[Stored data]
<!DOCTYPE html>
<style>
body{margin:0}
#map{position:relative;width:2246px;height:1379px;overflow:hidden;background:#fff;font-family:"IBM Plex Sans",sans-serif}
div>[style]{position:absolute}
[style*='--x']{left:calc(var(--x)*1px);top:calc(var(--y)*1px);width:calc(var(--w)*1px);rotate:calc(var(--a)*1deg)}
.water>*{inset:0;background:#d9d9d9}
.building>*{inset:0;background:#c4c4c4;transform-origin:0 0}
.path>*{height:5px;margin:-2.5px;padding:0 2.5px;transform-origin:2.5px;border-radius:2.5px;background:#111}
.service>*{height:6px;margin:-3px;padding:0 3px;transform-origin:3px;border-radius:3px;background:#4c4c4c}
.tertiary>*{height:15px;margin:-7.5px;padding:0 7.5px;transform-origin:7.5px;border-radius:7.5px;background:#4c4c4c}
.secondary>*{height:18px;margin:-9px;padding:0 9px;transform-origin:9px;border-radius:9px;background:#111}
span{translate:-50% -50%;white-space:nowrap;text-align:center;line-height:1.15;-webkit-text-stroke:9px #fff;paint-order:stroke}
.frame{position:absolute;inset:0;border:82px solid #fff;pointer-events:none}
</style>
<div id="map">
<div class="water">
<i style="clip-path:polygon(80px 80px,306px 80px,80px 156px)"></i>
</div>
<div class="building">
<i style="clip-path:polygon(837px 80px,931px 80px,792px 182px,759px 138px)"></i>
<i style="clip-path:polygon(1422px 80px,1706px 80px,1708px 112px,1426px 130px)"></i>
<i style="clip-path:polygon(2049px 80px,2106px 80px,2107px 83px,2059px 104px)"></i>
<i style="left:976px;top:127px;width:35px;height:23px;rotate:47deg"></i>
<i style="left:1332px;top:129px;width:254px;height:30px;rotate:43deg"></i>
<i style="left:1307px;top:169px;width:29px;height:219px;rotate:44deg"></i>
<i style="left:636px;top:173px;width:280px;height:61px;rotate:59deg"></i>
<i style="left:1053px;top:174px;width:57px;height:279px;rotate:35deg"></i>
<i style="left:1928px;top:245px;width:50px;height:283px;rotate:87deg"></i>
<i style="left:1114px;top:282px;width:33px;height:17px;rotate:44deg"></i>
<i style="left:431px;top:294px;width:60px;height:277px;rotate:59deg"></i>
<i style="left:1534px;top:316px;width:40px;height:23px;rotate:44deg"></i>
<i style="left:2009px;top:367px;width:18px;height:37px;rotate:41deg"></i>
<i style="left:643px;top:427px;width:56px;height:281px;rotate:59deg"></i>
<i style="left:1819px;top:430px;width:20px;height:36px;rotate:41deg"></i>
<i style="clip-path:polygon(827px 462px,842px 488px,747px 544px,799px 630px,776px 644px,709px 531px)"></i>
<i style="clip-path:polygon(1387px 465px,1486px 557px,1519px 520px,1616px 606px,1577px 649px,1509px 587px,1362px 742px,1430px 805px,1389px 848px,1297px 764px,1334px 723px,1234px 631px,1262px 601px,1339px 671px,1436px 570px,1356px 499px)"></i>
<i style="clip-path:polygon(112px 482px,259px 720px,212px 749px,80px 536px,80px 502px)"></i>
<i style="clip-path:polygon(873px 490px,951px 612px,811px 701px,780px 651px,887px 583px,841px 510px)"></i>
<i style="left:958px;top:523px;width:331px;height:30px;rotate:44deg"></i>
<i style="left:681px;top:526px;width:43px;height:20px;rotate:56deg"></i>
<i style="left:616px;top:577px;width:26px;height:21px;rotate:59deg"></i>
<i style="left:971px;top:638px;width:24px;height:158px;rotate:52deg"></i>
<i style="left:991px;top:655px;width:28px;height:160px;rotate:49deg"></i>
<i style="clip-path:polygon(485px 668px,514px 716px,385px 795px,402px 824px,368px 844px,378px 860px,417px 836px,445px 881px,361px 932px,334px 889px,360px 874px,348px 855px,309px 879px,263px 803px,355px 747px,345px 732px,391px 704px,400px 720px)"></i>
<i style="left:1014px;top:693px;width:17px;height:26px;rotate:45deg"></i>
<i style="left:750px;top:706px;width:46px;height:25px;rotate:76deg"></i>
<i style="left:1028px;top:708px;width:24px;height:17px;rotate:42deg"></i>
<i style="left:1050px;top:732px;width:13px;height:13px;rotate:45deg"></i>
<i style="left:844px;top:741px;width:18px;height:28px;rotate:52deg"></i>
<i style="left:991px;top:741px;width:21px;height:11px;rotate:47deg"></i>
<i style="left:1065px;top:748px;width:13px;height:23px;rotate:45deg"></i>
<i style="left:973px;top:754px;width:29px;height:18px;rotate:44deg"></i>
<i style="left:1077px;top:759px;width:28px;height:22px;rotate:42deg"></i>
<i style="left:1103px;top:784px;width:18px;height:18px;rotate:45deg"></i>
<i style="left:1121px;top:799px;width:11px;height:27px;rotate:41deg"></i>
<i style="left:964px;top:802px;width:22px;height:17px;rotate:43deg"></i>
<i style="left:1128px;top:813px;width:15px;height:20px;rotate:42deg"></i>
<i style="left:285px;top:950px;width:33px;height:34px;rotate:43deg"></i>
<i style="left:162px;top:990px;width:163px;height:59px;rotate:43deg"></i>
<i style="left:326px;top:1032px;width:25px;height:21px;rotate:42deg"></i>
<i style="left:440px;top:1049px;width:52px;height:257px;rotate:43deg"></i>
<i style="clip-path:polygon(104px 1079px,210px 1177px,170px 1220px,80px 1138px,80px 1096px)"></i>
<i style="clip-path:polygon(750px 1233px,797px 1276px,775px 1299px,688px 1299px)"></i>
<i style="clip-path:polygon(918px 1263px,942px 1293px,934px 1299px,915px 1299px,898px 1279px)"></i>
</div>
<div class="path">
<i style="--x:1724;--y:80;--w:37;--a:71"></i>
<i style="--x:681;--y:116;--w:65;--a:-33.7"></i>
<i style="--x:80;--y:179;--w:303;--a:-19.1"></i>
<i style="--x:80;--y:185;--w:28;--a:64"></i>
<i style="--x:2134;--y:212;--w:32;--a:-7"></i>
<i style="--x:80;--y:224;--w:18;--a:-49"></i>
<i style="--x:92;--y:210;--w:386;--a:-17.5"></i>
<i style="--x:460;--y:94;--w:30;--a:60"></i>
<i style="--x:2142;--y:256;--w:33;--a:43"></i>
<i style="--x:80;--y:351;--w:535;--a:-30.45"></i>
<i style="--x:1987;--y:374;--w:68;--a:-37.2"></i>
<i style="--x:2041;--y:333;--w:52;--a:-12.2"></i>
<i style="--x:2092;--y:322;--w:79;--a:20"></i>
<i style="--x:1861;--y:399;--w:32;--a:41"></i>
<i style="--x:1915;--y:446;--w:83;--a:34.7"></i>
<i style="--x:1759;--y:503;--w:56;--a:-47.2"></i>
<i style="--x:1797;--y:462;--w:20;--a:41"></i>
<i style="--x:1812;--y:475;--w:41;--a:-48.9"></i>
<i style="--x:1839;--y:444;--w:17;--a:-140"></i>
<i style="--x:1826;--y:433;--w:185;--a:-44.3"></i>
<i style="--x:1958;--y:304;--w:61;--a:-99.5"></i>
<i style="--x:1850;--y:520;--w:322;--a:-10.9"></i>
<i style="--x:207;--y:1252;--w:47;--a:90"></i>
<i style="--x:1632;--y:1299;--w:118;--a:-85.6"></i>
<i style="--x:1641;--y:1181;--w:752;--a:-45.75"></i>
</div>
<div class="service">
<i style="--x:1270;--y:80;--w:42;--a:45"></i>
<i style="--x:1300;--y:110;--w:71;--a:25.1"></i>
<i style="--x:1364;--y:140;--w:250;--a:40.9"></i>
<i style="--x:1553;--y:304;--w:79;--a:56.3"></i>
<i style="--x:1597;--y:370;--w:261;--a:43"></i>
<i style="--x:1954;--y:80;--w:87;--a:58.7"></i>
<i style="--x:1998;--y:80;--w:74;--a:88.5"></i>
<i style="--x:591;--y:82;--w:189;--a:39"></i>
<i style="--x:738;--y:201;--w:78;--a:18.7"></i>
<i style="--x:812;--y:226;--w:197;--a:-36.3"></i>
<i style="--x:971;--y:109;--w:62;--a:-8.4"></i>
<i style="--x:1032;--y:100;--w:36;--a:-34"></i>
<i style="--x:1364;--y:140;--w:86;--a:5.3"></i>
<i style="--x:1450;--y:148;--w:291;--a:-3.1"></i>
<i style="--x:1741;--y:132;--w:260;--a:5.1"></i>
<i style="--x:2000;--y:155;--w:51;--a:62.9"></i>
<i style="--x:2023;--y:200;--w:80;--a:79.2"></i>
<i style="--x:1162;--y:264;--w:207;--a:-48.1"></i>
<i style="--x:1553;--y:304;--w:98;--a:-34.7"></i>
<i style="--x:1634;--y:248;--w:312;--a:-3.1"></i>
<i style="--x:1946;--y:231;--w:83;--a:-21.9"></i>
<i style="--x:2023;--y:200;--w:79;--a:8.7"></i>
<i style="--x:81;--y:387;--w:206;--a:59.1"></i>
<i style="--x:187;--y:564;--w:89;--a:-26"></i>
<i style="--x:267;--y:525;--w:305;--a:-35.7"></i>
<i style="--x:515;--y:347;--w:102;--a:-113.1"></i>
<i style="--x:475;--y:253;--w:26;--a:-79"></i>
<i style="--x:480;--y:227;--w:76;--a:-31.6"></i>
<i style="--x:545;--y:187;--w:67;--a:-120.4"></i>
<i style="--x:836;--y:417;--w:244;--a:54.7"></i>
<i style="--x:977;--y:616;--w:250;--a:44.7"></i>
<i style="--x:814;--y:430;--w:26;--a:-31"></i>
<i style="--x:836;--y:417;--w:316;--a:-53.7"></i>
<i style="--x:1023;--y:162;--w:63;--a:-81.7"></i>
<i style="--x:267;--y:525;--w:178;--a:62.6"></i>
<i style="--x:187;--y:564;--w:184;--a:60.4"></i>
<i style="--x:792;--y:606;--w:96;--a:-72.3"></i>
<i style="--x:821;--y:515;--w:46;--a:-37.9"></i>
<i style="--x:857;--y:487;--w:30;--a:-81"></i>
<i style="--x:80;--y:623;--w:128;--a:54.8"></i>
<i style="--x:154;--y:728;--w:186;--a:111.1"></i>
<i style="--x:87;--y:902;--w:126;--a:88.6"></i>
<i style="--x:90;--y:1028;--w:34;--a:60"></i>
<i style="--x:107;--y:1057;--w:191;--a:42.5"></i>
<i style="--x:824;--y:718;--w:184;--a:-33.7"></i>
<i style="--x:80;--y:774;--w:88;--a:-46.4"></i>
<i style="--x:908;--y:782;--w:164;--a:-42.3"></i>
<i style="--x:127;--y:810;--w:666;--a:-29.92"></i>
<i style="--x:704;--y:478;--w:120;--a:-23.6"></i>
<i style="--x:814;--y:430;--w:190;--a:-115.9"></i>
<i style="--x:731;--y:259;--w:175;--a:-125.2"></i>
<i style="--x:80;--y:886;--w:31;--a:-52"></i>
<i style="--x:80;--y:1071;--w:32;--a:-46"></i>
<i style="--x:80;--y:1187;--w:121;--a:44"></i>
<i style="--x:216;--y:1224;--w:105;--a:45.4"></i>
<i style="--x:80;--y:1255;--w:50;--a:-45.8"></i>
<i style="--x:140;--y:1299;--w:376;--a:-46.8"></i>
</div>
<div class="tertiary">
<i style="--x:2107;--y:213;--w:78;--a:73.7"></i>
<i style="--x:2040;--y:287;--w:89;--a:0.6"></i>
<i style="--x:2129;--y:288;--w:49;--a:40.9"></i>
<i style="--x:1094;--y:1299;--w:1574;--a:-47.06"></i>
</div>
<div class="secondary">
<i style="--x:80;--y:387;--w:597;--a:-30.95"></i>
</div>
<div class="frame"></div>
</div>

#### Exercise aim:
Please give back, exactly as it stands above, the stretch from the line with "80px,2106px 80px,2107px 83px,2059px" through the line with "482px,259px 720px,212px 749px,80px", and no line outside it.

#### Completed task:
<i style="clip-path:polygon(2049px 80px,2106px 80px,2107px 83px,2059px 104px)"></i>
<i style="left:976px;top:127px;width:35px;height:23px;rotate:47deg"></i>
<i style="left:1332px;top:129px;width:254px;height:30px;rotate:43deg"></i>
<i style="left:1307px;top:169px;width:29px;height:219px;rotate:44deg"></i>
<i style="left:636px;top:173px;width:280px;height:61px;rotate:59deg"></i>
<i style="left:1053px;top:174px;width:57px;height:279px;rotate:35deg"></i>
<i style="left:1928px;top:245px;width:50px;height:283px;rotate:87deg"></i>
<i style="left:1114px;top:282px;width:33px;height:17px;rotate:44deg"></i>
<i style="left:431px;top:294px;width:60px;height:277px;rotate:59deg"></i>
<i style="left:1534px;top:316px;width:40px;height:23px;rotate:44deg"></i>
<i style="left:2009px;top:367px;width:18px;height:37px;rotate:41deg"></i>
<i style="left:643px;top:427px;width:56px;height:281px;rotate:59deg"></i>
<i style="left:1819px;top:430px;width:20px;height:36px;rotate:41deg"></i>
<i style="clip-path:polygon(827px 462px,842px 488px,747px 544px,799px 630px,776px 644px,709px 531px)"></i>
<i style="clip-path:polygon(1387px 465px,1486px 557px,1519px 520px,1616px 606px,1577px 649px,1509px 587px,1362px 742px,1430px 805px,1389px 848px,1297px 764px,1334px 723px,1234px 631px,1262px 601px,1339px 671px,1436px 570px,1356px 499px)"></i>
<i style="clip-path:polygon(112px 482px,259px 720px,212px 749px,80px 536px,80px 502px)"></i>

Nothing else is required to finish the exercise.